Datasets and Experiments Experiments are conducted on the public NIH pancreas datasets [12], containing 82 abdominal contrast-enhanced 3D CT volumes with size \(512 \times 512 \times D\) (\(D \in [181, 146]\)) under 4-fold cross validation. We take the measures Dice Similarity Coefficient \(DSC = 2(|Y_+ \cap \hat{Y}_+|) / (|Y_+| + |\hat{Y}_+|)\) and Jaccard Index \(JI = (|Y_+ \cap \hat{Y}_+|) / (|Y_+| \cup |\hat{Y}_+|)\). For statistical shape modeling, we define the kernel trick \(\kappa (x_i, x_j) = \exp (- (x_i - x_j)^2 / 2 \sigma ^2)\), where the kernel width \(\sigma = 150\). In the shape projection, we set the balance term \(\lambda = \frac{1}{2\sigma ^2}\). We set \(r=2\) at the beginning in shape adaption with GMM. The convergence condition value for shape adaption is \(\epsilon = 0.0001\).

Table 1. Pancreas segmentation results comparing with the state-of-the-art. ‘−’ indicates the item is not presented.
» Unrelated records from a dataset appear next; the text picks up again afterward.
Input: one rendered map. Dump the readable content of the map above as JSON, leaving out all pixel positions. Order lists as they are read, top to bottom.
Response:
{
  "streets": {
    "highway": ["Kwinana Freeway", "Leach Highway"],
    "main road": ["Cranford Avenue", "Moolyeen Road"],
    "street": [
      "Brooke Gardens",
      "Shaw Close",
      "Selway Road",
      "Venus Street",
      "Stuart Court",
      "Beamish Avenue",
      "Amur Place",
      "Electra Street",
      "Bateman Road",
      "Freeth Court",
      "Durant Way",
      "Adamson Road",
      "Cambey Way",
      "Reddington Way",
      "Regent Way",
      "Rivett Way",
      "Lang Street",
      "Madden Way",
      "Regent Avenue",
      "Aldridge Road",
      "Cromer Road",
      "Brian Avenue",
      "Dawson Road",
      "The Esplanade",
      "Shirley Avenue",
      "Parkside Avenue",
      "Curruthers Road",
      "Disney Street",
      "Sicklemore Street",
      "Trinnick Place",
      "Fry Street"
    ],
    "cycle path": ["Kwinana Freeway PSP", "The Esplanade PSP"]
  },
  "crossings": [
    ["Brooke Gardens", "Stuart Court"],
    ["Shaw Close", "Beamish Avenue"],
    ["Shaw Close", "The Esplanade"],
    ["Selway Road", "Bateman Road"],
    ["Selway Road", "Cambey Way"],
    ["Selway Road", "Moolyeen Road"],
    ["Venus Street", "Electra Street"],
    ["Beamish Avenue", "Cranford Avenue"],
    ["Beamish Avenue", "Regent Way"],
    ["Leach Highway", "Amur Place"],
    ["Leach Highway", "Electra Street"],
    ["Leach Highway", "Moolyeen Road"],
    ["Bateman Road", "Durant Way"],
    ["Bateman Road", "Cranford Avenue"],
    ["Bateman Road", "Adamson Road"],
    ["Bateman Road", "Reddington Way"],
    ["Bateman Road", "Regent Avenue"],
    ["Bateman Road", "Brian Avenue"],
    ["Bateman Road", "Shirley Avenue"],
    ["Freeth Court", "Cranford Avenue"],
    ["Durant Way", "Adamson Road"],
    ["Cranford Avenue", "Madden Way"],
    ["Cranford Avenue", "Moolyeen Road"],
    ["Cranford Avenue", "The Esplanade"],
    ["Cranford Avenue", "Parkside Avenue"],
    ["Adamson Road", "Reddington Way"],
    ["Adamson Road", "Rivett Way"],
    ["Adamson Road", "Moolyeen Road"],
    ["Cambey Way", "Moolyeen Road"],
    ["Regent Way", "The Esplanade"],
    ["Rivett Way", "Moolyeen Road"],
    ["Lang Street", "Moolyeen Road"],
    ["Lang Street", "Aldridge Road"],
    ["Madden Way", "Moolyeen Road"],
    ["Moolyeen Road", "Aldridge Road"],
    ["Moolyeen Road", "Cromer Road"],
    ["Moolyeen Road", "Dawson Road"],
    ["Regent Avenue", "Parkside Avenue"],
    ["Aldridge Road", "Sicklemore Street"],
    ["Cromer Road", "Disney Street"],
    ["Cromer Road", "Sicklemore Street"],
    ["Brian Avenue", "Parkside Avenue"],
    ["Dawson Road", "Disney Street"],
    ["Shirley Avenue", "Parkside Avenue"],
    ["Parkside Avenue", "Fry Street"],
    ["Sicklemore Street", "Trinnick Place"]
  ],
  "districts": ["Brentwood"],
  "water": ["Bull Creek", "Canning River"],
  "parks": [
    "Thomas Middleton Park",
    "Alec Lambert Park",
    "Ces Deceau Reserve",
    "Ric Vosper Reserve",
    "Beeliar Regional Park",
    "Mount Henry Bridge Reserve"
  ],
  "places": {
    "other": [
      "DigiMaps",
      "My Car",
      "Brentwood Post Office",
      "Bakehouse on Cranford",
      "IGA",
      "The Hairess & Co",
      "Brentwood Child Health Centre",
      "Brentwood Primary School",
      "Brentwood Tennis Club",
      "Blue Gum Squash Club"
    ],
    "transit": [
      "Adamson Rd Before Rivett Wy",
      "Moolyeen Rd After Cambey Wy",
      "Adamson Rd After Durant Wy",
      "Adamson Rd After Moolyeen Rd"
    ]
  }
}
Segmentation Results. We compare the segmentation results with related works using the same datasets in Table 1. In terms of the segmentation results, we report the highest 85.32% average DSC with smallest deviation 4.19, and the DSC for the worse case reaches 71.04%. That is to say, our proposed method is robust to extremely challenging cases. We can also find an improvement of JI. More importantly, we can come to the conclusion that the proposed Bayesian model is efficient and robust in terms of the significant improvement (approximately 12% in DSC) from the neural network segmentation. For an intuitive view, the segmentation procedure of Bayesian model is shown in Fig. 2, where we compare the segmentation at every stage with the ground truth (in red). The DSC for probability map in Fig. 2(b) is 57.30%, and DSC for the final segmentation in Fig. 2(f) is 82.92%. Obviously, we find that the segmentation leads more precise by shrinking the radius of neighborhood.

Fig. 2.
figure 2

Figure shows the segmentation procedure of NIH case \(\#4\): (a) test image I; (b) probability map \(\varPi \); (c) initialization for shape model (ground truth mask is in red); (d)–(f) shape adaption with neighborhood radius \(r=2, 1, 0\) respectively.

4 Discussion

Motivated by tackling difficulties in challenging organ segmentation, we integrate deep neural network and statistical shape model within a Bayesian model in this work. A novel optimization principle is proposed to guide segmentation. We conduct experiments on the public NIH pancreas datasets and report the average \(DSC=85.34\%\) that outperforms the state-of-the-art. In future work, we will focus on more challenging segmentation tasks such as the tumor and lesion segmentation.